Représentation comparée du symbolisme utilisé pour la position générale dans les groupes d’espace. A gauche, la représentation des tables internationales de cristallographie, à droite celle enseignée par le Professeur Dusausoy à l’université de Nancy. Le petit cercle en centre des images représente un centre d’inversion. Les notations + et − représentent les coordonnées fractionnaires de la position générale dans la troisième direction (+z ou −z par exemple).
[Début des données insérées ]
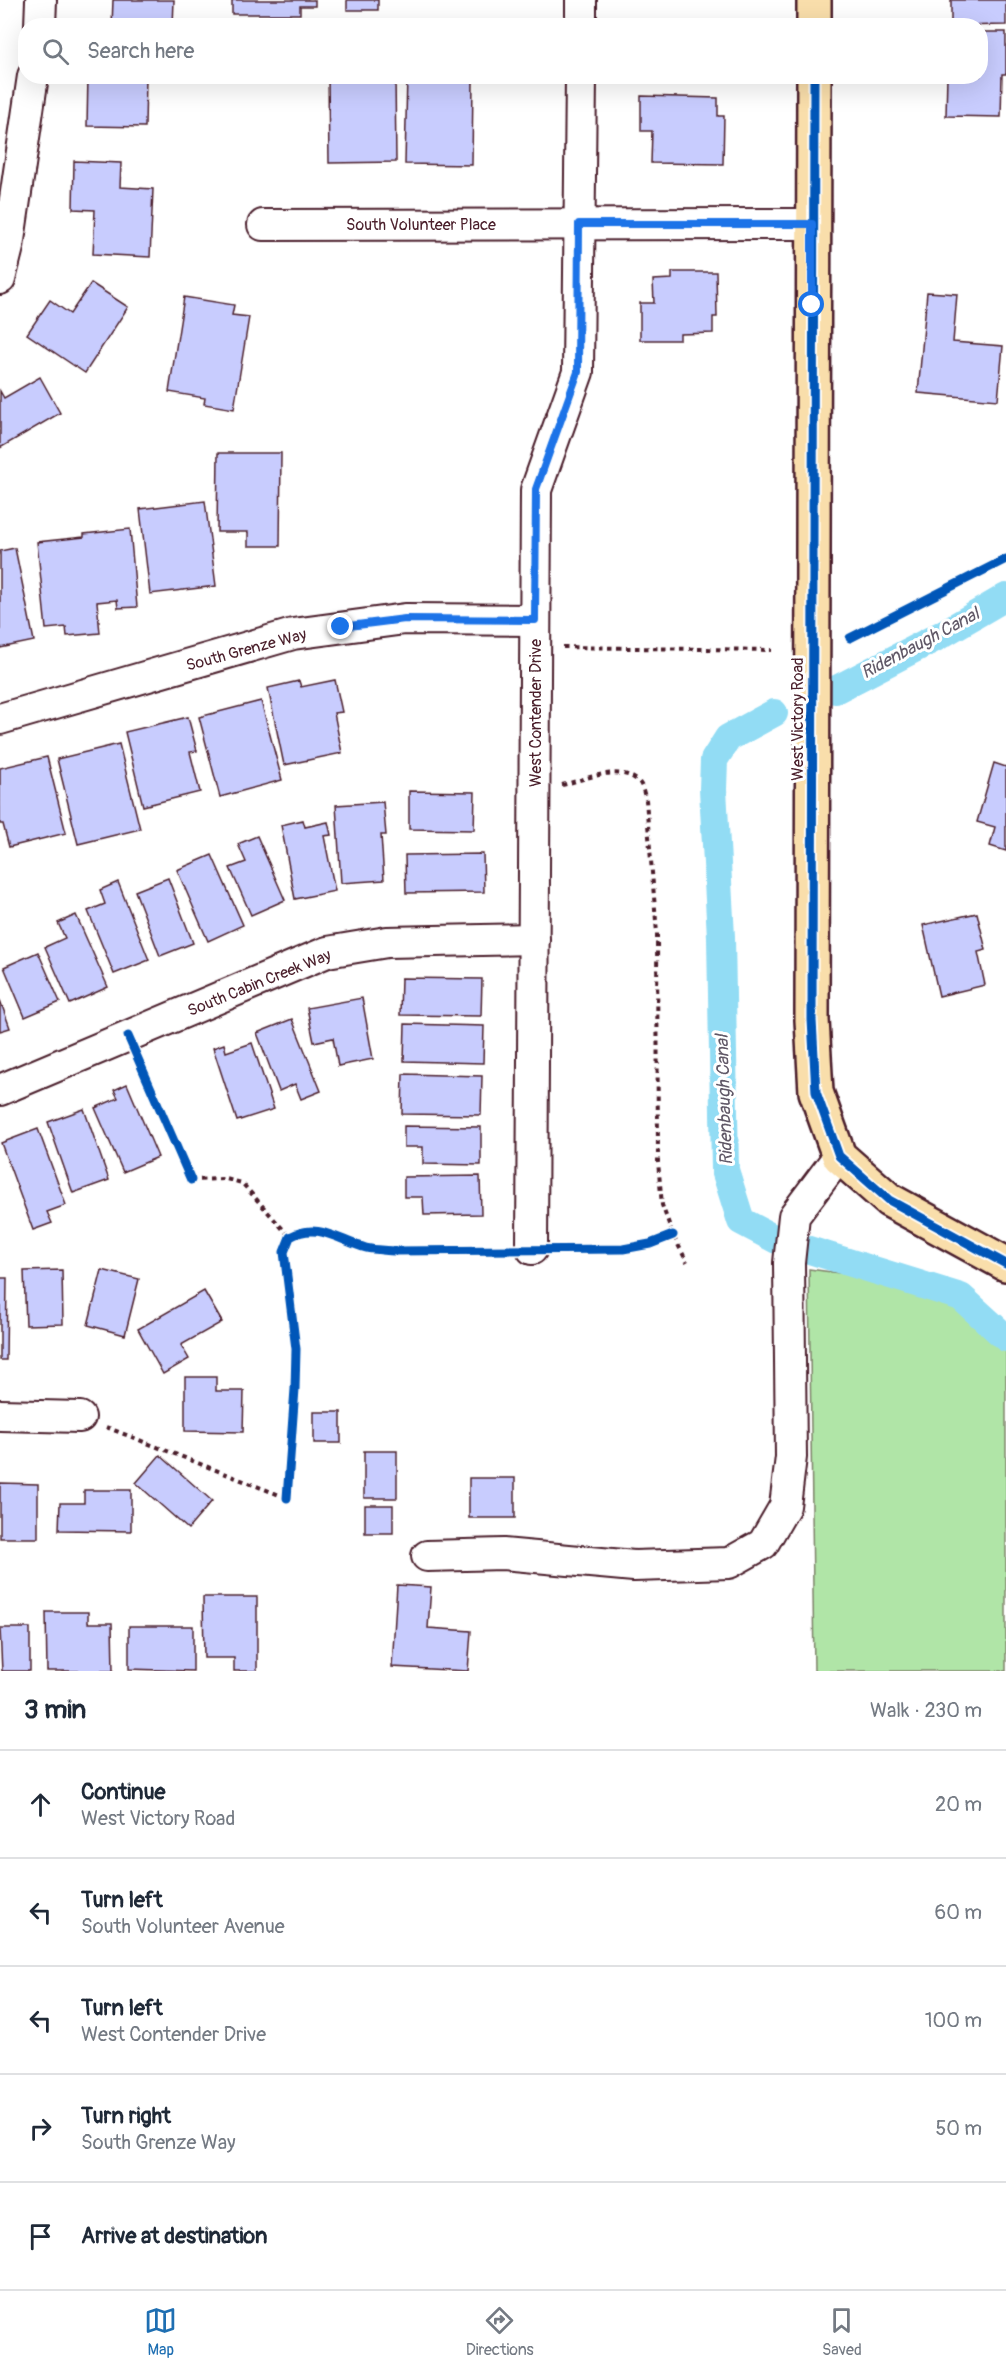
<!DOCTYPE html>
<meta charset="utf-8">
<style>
:root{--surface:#fff;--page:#f6f6f7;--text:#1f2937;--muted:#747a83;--line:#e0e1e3;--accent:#1f6fb2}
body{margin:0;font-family:Pangolin,sans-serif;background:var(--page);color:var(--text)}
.stop{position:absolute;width:18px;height:18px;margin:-14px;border:4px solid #1a73e8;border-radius:50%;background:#fff}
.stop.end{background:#1a73e8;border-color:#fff;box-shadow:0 2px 6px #0008}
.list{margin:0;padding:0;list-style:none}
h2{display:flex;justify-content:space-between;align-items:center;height:78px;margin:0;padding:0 24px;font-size:26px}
h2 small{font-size:20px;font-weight:400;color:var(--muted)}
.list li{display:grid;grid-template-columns:39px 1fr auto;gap:18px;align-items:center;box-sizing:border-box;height:108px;padding:0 24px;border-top:2px solid var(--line)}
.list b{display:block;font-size:22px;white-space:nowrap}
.list p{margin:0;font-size:20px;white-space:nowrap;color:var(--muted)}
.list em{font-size:20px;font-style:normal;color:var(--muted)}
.icon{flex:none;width:33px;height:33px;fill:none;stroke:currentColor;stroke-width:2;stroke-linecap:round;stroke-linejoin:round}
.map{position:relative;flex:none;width:1006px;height:1671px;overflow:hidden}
.search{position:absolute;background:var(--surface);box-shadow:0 6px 24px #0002;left:18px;right:18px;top:18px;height:66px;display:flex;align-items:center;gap:15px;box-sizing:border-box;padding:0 21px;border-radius:24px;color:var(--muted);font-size:22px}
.sheet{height:618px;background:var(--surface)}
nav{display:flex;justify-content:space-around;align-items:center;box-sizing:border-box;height:84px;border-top:2px solid var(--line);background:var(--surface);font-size:16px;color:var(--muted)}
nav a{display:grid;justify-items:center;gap:3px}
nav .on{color:var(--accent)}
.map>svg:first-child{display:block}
.green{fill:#b0e5a7;stroke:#7d8269;stroke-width:1.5}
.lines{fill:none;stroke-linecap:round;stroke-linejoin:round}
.canal{stroke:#92dcf4;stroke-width:28}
.building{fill:#c8ccfe;stroke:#4a1f2b;stroke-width:1.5}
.minor-casing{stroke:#4a1f2b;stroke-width:34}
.major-casing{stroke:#4a1f2b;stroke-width:38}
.path{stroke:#4a1f2b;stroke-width:4;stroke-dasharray:4.5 4.5;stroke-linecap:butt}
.minor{stroke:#fff;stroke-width:30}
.major{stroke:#f9deab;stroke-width:33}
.cycleway-casing{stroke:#fff;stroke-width:13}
.cycleway{stroke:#0057b8;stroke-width:9}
.route{stroke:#1a73e8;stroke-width:8}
.labels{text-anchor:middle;stroke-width:6;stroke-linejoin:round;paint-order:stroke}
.street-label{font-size:16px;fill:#4a1f2b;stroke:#fff}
.water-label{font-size:18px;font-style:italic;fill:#605867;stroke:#fff}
</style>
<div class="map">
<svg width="1006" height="1671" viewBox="0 0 1006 1671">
<rect width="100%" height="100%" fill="#fff"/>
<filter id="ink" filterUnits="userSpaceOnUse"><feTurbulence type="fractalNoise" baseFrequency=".0167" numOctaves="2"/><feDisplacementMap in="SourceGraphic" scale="12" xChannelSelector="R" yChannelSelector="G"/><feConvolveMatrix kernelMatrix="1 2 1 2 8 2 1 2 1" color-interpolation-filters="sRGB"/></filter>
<g filter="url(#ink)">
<!-- green -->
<polygon class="green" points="809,1269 930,1285 1001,1337 1006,1346 1006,1671 814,1671"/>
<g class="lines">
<!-- canal -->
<g class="canal">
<polyline points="835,690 939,636 1006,597"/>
<polyline points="774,713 728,738 714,760 713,789 721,937 725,1170 741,1221 777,1240 961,1297 1006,1338"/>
</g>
</g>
<!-- building -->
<g class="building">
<polygon points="113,0 174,0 173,26 112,26"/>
<polygon points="232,0 315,0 315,6 300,6 300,14 232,14"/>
<rect x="347" y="0" width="31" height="10"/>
<polygon points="951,0 1006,0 1006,25 951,26"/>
<polygon points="980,32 1006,32 1006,74 1002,74 1001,117 946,116 947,76 980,76"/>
<polygon points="88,76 146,76 145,127 87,126"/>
<polygon points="328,76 395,76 396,162 329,163"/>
<polygon points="407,76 473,79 472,165 405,164"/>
<polygon points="641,96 718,98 718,116 724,116 723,164 651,163 652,131 641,131"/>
<polygon points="74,161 121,163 120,187 153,189 150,257 93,254 95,210 73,209"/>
<polygon points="672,272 716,272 717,317 713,317 713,333 680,334 680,340 640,340 640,303 654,303 653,280 672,279"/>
<polygon points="91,283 128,307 85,373 27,334 50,300 70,314"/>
<polygon points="927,292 957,294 953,342 1003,346 998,400 918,393"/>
<polygon points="184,297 234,305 232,315 249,317 234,409 204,404 205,398 169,392"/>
<polygon points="40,377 60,413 0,448 0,391 4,398"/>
<polygon points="218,453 281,453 280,546 248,546 248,532 217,532"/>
<polygon points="205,501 216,586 150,594 140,509"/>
<polygon points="130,529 137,607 118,608 117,600 97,602 100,633 67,636 66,627 46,629 37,542 84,537 84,534"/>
<polygon points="15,548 34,641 0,648 0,551"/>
<polygon points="335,680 342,712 334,713 342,753 284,765 268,688 299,681 301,687"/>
<polygon points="261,701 282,780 220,797 199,717"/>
<polygon points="188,717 197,751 190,752 200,792 143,806 125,732"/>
<polygon points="119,744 140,829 78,844 57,759"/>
<polygon points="47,757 66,833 9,847 3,824 0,824 0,768"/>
<polygon points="994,763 1006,767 1006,851 990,846 995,827 977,822"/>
<polygon points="409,791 475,792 474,830 409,829"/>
<polygon points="383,802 386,835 381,835 384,880 341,883 336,805"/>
<polygon points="303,820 305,827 328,822 331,835 324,836 335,891 295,899 281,825"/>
<polygon points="257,836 285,900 251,915 230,868 246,862 238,844"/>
<polygon points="483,854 484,892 406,893 405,855"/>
<polygon points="212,855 243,925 208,941 177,870"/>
<polygon points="168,878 193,943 160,956 135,891"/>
<polygon points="118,882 149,960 114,974 88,911 105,904 100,890"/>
<polygon points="977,913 986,950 978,952 985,985 939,996 923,925"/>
<polygon points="76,915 108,987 70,1004 45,947 65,938 58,923"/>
<polygon points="38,952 60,1002 25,1017 4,967"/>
<polygon points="401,978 482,979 481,1016 400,1015"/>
<polygon points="362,998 373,1059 338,1066 333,1038 314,1042 307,1008"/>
<polygon points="0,1000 10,1028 0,1031"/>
<polygon points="292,1019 321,1091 301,1099 295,1084 279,1091 257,1033"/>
<polygon points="405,1024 484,1026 483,1063 404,1061"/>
<polygon points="252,1043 274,1109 237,1121 213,1048 224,1044 226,1052"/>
<polygon points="403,1074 482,1076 481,1115 402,1114"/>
<polygon points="127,1084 158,1157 123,1172 95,1108 118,1098 114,1090"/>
<polygon points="84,1109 109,1180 73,1193 48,1122"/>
<polygon points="404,1126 481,1127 481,1165 423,1164 423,1147 404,1147"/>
<polygon points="38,1129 66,1205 47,1212 52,1223 33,1230 1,1143"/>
<polygon points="480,1176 481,1214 424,1215 423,1197 404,1197 404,1177"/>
<polygon points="62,1270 63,1324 26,1325 24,1271"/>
<polygon points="102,1270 139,1279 125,1335 88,1325"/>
<polygon points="0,1278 7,1278 6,1360 0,1360"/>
<polygon points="204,1291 222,1322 181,1345 189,1359 163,1374 138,1329"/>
<polygon points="185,1377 216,1377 216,1391 244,1391 243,1432 185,1431"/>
<rect x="314" y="1412" width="27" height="31"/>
<rect x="364" y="1451" width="33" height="47"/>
<polygon points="160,1455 212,1501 188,1529 136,1483"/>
<rect x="469" y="1478" width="46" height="40"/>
<polygon points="0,1483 38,1484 38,1538 0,1538"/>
<polygon points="84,1490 131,1490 131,1531 59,1530 60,1503 84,1503"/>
<rect x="365" y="1505" width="28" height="28"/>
<polygon points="397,1585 431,1587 428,1628 471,1631 468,1671 392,1667"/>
<polygon points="203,1597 257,1597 257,1671 234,1671 234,1658 204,1658"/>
<polygon points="46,1612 88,1612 88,1623 112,1623 113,1671 47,1671"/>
<polygon points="129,1626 193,1626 193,1671 129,1669"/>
<polygon points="0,1628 30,1628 30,1671 2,1671"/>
</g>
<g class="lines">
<defs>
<g id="minor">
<polyline points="40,26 41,0"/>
<polyline points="581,26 581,0"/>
<polyline points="263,225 812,224"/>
<polyline points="0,279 8,247 33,76"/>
<polyline points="0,719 293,634 405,619 535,620"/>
<polyline points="0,1090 327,952 387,942 534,939"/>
<polyline points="532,1249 536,490 578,372 581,76"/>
<polyline points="0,1415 80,1417"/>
<polyline points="427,1556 503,1554 634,1566 729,1563 763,1544 785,1506 791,1457 789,1263 794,1216 839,1156"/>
</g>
<g id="major">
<polyline points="814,26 814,0"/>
<polyline points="814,76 812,1020 816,1092 839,1156 889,1200 1006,1264"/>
</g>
</defs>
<!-- minor casing -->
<use href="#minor" class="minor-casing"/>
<!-- major casing -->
<use href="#major" class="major-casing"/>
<!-- path -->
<g class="path">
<polyline points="563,647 772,650"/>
<path d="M562,785C584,780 620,763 639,782C643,786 644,795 646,800L657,933L658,1162L662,1205L673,1235L687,1262"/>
<polyline points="191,1180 226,1179 242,1183 290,1237"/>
<polyline points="106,1427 287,1498"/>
</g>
<!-- minor -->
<use href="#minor" class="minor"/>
<!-- major -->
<use href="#major" class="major"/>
<defs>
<g id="cycleway">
<polyline points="814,76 812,1020 816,1092 839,1156 889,1200 1006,1264"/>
<polyline points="850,638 1006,559"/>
<polyline points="128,1036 191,1180"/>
<path d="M287,1498L295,1389L296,1349L284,1252L290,1237C318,1221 339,1241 366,1248C374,1250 385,1250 394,1251L623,1249L650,1244L673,1235"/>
</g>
</defs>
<!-- cycleway casing -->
<use href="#cycleway" class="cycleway-casing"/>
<!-- cycleway -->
<use href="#cycleway" class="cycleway"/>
</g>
</g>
<g class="lines" filter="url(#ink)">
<!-- route -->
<polyline class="route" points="341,627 405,619 535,620 536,489 578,372 579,224 812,224 812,305"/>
</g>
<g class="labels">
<!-- street labels -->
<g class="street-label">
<text x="421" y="230">South Volunteer Place</text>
<text transform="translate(246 649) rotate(-15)" y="6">South Grenze Way</text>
<text transform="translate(535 713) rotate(-90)" y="6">West Contender Drive</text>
<text transform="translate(797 719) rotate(-90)" y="6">West Victory Road</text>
<text transform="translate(259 982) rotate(-22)" y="6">South Cabin Creek Way</text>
</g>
<!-- water labels -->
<g class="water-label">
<text transform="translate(920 643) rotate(-28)" y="6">Ridenbaugh Canal</text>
<text transform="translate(724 1100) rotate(-92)" y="6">Ridenbaugh Canal</text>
</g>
</g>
</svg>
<div class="stop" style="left:812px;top:305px"></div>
<div class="stop end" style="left:341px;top:627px"></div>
<div class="search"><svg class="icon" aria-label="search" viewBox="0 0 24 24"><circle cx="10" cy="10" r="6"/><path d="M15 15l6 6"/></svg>Search here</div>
</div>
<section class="sheet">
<h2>3 min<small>Walk · 230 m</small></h2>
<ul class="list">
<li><svg class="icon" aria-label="ahead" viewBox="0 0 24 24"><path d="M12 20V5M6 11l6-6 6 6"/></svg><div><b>Continue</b><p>West Victory Road</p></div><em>20 m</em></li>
<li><svg class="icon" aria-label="left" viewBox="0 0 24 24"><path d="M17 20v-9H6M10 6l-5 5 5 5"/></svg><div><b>Turn left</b><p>South Volunteer Avenue</p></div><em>60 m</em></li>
<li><svg class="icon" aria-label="left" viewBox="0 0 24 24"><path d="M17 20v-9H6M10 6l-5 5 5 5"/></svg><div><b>Turn left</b><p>West Contender Drive</p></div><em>100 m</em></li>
<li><svg class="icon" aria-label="right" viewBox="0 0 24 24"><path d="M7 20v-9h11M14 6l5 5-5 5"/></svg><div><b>Turn right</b><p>South Grenze Way</p></div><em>50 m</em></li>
<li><svg class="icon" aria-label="arrive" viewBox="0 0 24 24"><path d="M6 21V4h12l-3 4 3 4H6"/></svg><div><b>Arrive at destination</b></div></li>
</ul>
</section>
<nav>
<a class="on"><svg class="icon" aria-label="map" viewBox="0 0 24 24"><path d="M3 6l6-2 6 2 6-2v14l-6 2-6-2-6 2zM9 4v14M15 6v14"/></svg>Map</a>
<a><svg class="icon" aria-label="directions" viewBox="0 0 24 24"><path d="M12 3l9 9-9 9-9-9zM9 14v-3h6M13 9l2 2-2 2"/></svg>Directions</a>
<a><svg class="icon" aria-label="saved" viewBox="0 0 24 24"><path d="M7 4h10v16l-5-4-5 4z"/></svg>Saved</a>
</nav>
1.3. Comprendre la diffraction avec le Professeur Jean Protas

Lorsque j’ai rencontré le Professeur Jean Protas pour la première fois, je fus impressionné par sa prestance. C’était un homme grand, droit, large d’épaule et toujours bien habillé (costume, cravate). J’ai suivi son enseignement en Maîtrise de Chimie du Solide (aujourd’hui Master 1) et j’ai apprécié la manière qu’il avait de reprendre les bases de la cristallographie pour nous permettre de saisir le mieux possible les phénomènes de diffraction, dans le cadre de l’interaction rayonnement/matière.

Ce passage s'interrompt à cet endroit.